Tomas Hadamek MSc Publications

Biography Tomáš was born in Opava, Czech Republic, in 1992. He received his Bachelor degree in Mechatronics from Brno University of Technology in 2015. After an exchange year at the Norwegian University of Science and Technology, Norway, he enrolled in a Master program therein, receiving his Master's degree (MSc) in Physics in November 2018. In addition to his expertise in condensed-matter physics, Tomáš has previous experience working in the fields of numerical acoustics and robotics. Tomáš joined the Institute for Microelectronics am in July 2020, where he is working towards his doctoral degree in micromagnetic simulations for non-volatile magnetic memory devices.
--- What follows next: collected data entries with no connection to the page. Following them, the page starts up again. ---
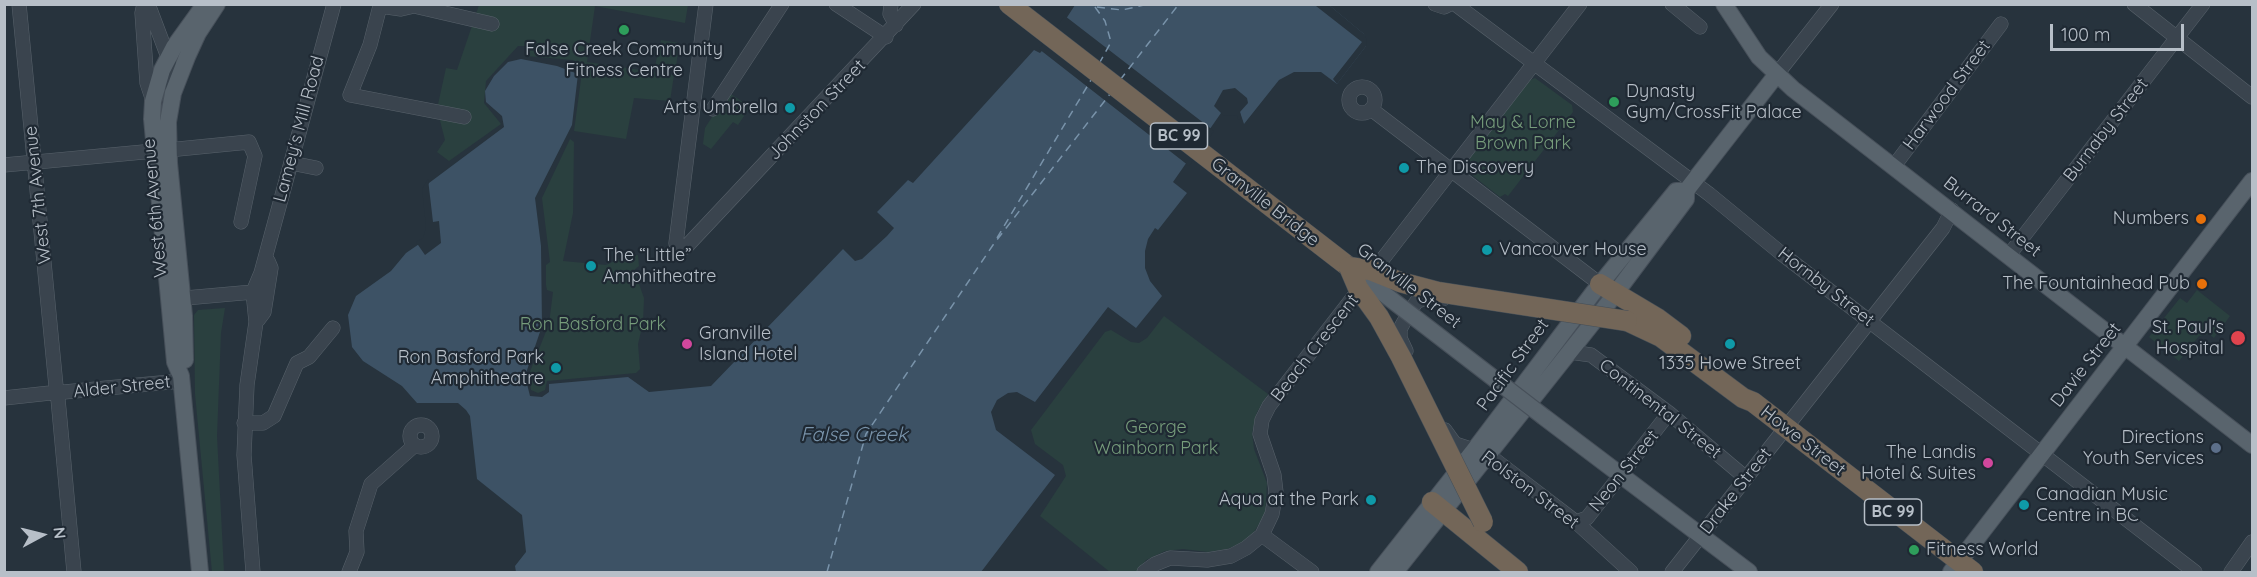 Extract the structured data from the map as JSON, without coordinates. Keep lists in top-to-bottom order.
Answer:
{
  "streets": {
    "highway": ["BC 99", "Granville Bridge", "Howe Street"],
    "main road": [
      "West 6th Avenue",
      "Burrard Street",
      "Pacific Street",
      "Davie Street"
    ],
    "street": [
      "Harwood Street",
      "Johnston Street",
      "Lamey's Mill Road",
      "Burnaby Street",
      "West 7th Avenue",
      "Granville Street",
      "Hornby Street",
      "Beach Crescent",
      "Alder Street",
      "Continental Street",
      "Neon Street",
      "Rolston Street",
      "Drake Street"
    ]
  },
  "crossings": [
    ["Harwood Street", "Burrard Street"],
    ["Burnaby Street", "Burrard Street"],
    ["West 7th Avenue", "Alder Street"],
    ["Granville Bridge", "Howe Street"],
    ["Granville Bridge", "Neon Street"],
    ["West 6th Avenue", "Alder Street"],
    ["Burrard Street", "Pacific Street"],
    ["Burrard Street", "Davie Street"],
    ["Burrard Street", "Drake Street"],
    ["Granville Street", "Beach Crescent"],
    ["Granville Street", "Pacific Street"],
    ["Granville Street", "Rolston Street"],
    ["Hornby Street", "Beach Crescent"],
    ["Hornby Street", "Pacific Street"],
    ["Hornby Street", "Davie Street"],
    ["Hornby Street", "Drake Street"],
    ["Pacific Street", "Continental Street"],
    ["Pacific Street", "Rolston Street"],
    ["Davie Street", "Howe Street"],
    ["Continental Street", "Neon Street"],
    ["Continental Street", "Drake Street"],
    ["Howe Street", "Drake Street"],
    ["Neon Street", "Rolston Street"]
  ],
  "water": ["False Creek"],
  "parks": ["May & Lorne Brown Park", "Ron Basford Park", "George Wainborn Park"],
  "places": [
    "False Creek Community Fitness Centre",
    "Dynasty Gym/CrossFit Palace",
    "Arts Umbrella",
    "The Discovery",
    "Numbers",
    "Vancouver House",
    "The “Little” Amphitheatre",
    "The Fountainhead Pub",
    "St. Paul's Hospital",
    "Granville Island Hotel",
    "1335 Howe Street",
    "Ron Basford Park Amphitheatre",
    "Directions Youth Services",
    "The Landis Hotel & Suites",
    "Aqua at the Park",
    "Canadian Music Centre in BC",
    "Fitness World"
  ],
  "scale_bar": "100 m",
  "north": "right"
}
Magnetoresistive Random Access Memory (MRAM) stands out as a leading non-volatile memory technology, utilizing magnetic orientation for data storage rather than electrical charge. This inherent feature grants MRAM several advantages over conventional RAM, including high endurance, high-speed operations, robustness against data loss, and low power consumption. In commercially available two-terminal (2T) Spin-Transfer Torque MRAM (STT-MRAM), spin-polarized currents passing through the memory layer stack flip the magnetic orientation of the free magnetic layer (FL) within the magnetic tunnel junction. However, due to the character of the torques, a prolonged initial incubation time (~10 ns) is present, leading to slower writing speeds and increased power consumption. Conversely, three-terminal (3T) Spin-Orbit Torque MRAM (SOT-MRAM) employs a heavy metal (HM) layer beneath the FL, leveraging spin-orbit coupling to induce a spin Hall effect and influence FL magnetization. While SOT-MRAM separates read and write paths, reducing the risk of voltage damage, its 3T configuration requires an additional method to complete FL magnetization reversal, increasing its form factor.

The 2T-SOT-MRAM combines the strengths of its predecessors, merging the elementary design features of both STT-MRAM and SOT-MRAM. It enhances the 2T-STT-MRAM architecture by integrating a heavy metal (HM) layer beneath the FL. During switching operations, substantial currents flow through the structure, leading to a rise in device temperature that influences magnetic layer properties, subsequently altering device switching characteristics. Fig. 1 illustrates the 2T-SOT-MRAM one nanosecond after applying a voltage pulse, showing the temperature elevation primarily attributed to resistive heating in the HM and electrons tunneling through the oxide barrier between the magnetic layers. Fig. 2 shows a comparison between simulations with (dashed orange) and without (solid blue) SOT considered. Due to the additional SOT introduced by the HM, the incubation time is strongly reduced. A further decrease can be observed when the asymmetric hot-electron hearing is considered (dash-dotted green). In Fig. 3, switching times with respect to applied voltage bias are presented for both the conventional 2T-STT-MRAM (crosses) and 2T-SOT-MRAM (stars), demonstrating a notable reduction in switching times (incubation phase) for the 2T-SOT-MRAM design. Additionally, Fig. 3 illustrates the impact of temperature modeling. When the full temperature model is considered (orange), the switching times are further significantly reduced, underscoring the importance of temperature modeling for MRAM devices.

Fig. 1: Temperature of a 2T-SOT-MRAM device at switching. The device is shown in a cut through the symmetry plane. During the switching, high current densities pass through the device, and its temperature rises, altering the magnetic properties of the magnetic materials.

Fig. 2: Free-layer magnetization reversal of the 2T-SOT-MRAM. When an additional SOT is considered (dashed orange), the incubation time is significantly reduced. Introducing asymmetric heating (dash-dotted green) increases the FL temperature and further reduces the incubation time.

Fig. 3: Switching time dependence on the applied bias voltage. The difference between the conventional 2T-STT-MRAM (crosses) and 2T-SOT-MRAM (stars) is shown. A significant reduction in switching times is observed with the presence of the additional SOT. Introducing the fully three-dimensional (3D) temperature model (orange) further reduces the incubation times.